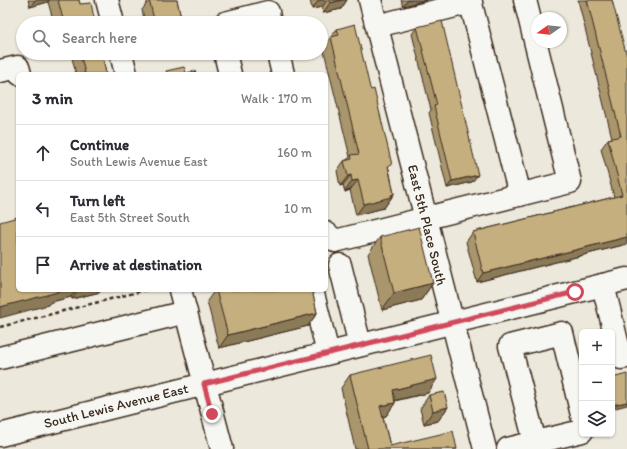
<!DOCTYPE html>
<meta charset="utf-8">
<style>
:root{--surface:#fff;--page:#f7f7f7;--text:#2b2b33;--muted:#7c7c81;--line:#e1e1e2}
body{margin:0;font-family:Itim,sans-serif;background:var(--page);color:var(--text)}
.controls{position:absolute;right:12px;bottom:12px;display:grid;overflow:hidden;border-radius:6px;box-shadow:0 1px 3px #0004}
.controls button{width:36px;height:36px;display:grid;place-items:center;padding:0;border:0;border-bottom:1px solid var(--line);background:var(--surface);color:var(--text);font:20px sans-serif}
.compass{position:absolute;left:531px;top:12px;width:36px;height:36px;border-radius:50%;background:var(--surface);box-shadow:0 1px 3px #0004;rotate:256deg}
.stop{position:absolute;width:12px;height:12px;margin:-9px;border:3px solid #d1495b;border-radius:50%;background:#fff}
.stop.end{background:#d1495b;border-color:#fff;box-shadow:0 1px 4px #0008}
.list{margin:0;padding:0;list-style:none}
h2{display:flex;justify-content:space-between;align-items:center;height:52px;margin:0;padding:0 16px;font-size:17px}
h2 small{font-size:13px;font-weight:400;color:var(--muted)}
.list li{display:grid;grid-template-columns:26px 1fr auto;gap:12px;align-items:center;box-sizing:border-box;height:56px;padding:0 16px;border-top:1px solid var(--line)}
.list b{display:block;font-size:15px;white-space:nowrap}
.list p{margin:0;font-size:13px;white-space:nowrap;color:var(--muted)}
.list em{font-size:13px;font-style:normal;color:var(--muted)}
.icon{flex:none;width:22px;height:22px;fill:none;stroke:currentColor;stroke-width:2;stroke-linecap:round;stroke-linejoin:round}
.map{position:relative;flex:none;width:627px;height:449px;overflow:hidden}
.search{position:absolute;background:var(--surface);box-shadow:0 1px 3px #0004;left:16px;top:16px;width:312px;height:44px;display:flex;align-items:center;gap:10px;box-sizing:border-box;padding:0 14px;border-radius:22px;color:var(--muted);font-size:15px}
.panel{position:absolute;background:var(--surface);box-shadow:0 1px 3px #0004;left:16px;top:72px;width:312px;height:220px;border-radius:6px}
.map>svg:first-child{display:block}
</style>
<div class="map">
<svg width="627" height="449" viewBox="0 0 627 449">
<rect width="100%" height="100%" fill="#ece8db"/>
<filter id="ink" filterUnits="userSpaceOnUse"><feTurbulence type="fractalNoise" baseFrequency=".025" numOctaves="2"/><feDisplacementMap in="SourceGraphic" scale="8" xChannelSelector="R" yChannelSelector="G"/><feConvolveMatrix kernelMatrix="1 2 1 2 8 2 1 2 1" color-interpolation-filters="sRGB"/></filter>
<g filter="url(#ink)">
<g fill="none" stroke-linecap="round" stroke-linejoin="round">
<g stroke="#3b2a1e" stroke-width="25">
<path id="minor" d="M107 0 113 23
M370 0 485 449
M470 0 520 195
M225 23 268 12 270 23
M377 26 471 2
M121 53 126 74
M225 53 230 74
M278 53 283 74
M0 71 18 67 20 74
M326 233 335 241 570 182 525 0
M340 265 360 345
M603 285 621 358 627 357
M180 290 222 449
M312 290 328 353
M0 358 186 312
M535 442 510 346 562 333 582 415
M508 449 582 431"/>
</g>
<g stroke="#3b2a1e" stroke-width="25">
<path id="major" d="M0 435 627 279"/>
</g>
<path stroke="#3b2a1e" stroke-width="2.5" stroke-dasharray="4 3" stroke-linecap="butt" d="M0 327 146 290"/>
<use href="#minor" stroke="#f6f6f2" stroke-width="22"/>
<use href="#major" stroke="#f6f6f2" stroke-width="22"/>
</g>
<path fill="#aa966c" stroke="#3b2a1e" d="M28 0H79L80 4 95 23H54L48 2 30 7Z
M149 0H177L182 23H145L142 10Z
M310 0H347L341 9 323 13 322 7 312 9Z
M401 0H426L403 6Z
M578 0H612L627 244 477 282 466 242 473 232 614 197 601 149 608 139 612 138Z
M417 27 472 182 447 188 429 113 431 110 412 34Z
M337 29 389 169 394 194 384 208 356 215 350 190 345 192 343 185 340 186 337 171 344 161 348 159 350 157 323 47Z
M61 53H102L106 74H76L71 54 62 57Z
M380 237 433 283 421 300 382 310 368 254Z
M18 290H101L100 292 72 299 71 297 51 302 48 305Z
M215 290H312L317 313 308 326 219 348 207 301Z
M350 375 428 393 395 401V403L386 416 383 417 390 446 457 449H355L341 388Z
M429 395 448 407 438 421 424 424 420 409Z"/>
<path fill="#8b7a58" stroke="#3b2a1e" d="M35 0H50L48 2 30 7Z
M319 0H327L322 7 312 9Z
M342 0H347L341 9 323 13 330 3Z
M408 0H426L403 6Z
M64 53H72L71 54 62 57Z
M351 175 343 185 340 186 348 176Z
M478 175 472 182 447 188 452 181Z
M358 180 350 190 345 192 352 181Z
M394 194 384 208 356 215 364 204Z
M627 237V244L477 282 483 273Z
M433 283 421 300 382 310 394 293Z
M56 290H76L71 297 51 302 48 305 0 318V307Z
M78 290H101L100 292 72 299Z
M317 313 308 326 219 348 228 335Z
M437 379 428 393 383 403 393 390Z
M627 402V405L612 409V405Z
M395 403 386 416 371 419 380 406Z
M448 407 438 421 424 424 433 411Z"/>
<path fill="#c6af7e" stroke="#3b2a1e" d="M58 0H79L80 4 91 3 95 23H64Z
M149 0H177L182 23H155Z
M330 0H342L330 3Z
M587 0H612L627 57V237L483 273 473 232 622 195 608 139 621 136Z
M442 21 478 175 452 181 434 106 437 105 417 27Z
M355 24 370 88 371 90 374 89 392 165 388 166 394 194 391 195V197L364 204 358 180 352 181 351 175 348 176 344 161 352 159 351 155 359 154 331 37 339 35 337 29Z
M80 53H102L106 74H82L85 73Z
M184 67 186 73 195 71 196 74H167L166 71Z
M18 217V290H57L58 292 0 307V222Z
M419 227 433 283 394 293 380 237Z
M216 290H312L317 313 228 335Z
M431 355 437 379 393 390 395 403 380 406 390 446 453 431 457 449H368L350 375Z
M627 374V402L612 405V378Z
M444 392 448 407 433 411 429 395Z"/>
</g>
<g fill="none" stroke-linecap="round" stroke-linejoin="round" filter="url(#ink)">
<path stroke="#d1495b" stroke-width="5" d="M212 414 204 384 575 292"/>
</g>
<g text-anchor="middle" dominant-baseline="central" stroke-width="3.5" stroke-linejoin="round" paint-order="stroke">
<g font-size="14" fill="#3b2a1e" stroke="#f6f6f2">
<text transform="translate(427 225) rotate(76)">East 5th Place South</text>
<text transform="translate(116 406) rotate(-14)">South Lewis Avenue East</text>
</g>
</g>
</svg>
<div class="controls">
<button>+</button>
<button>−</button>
<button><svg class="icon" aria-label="layers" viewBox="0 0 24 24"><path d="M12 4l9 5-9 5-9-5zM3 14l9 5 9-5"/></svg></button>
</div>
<svg class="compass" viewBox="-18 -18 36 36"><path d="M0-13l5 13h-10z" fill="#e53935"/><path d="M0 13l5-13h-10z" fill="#7c7c81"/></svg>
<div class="stop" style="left:575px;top:292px"></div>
<div class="stop end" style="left:212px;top:414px"></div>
<div class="search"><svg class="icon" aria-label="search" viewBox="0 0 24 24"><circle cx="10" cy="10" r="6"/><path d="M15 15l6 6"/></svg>Search here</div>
<section class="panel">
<h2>3 min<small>Walk · 170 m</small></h2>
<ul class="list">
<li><svg class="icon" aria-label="ahead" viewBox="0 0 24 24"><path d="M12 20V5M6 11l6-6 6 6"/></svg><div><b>Continue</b><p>South Lewis Avenue East</p></div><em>160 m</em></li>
<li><svg class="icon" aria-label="left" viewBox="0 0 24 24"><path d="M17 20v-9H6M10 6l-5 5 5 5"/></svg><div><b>Turn left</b><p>East 5th Street South</p></div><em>10 m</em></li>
<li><svg class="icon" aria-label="arrive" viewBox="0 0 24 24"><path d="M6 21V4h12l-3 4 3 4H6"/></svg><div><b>Arrive at destination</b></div></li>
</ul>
</section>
</div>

-----

For each line of the data that has the word "sans", report that line.

- **Exercise response**
body{margin:0;font-family:Itim,sans-serif;background:var(--page);color:var(--text)}
.controls button{width:36px;height:36px;display:grid;place-items:center;padding:0;border:0;border-bottom:1px solid var(--line);background:var(--surface);color:var(--text);font:20px sans-serif}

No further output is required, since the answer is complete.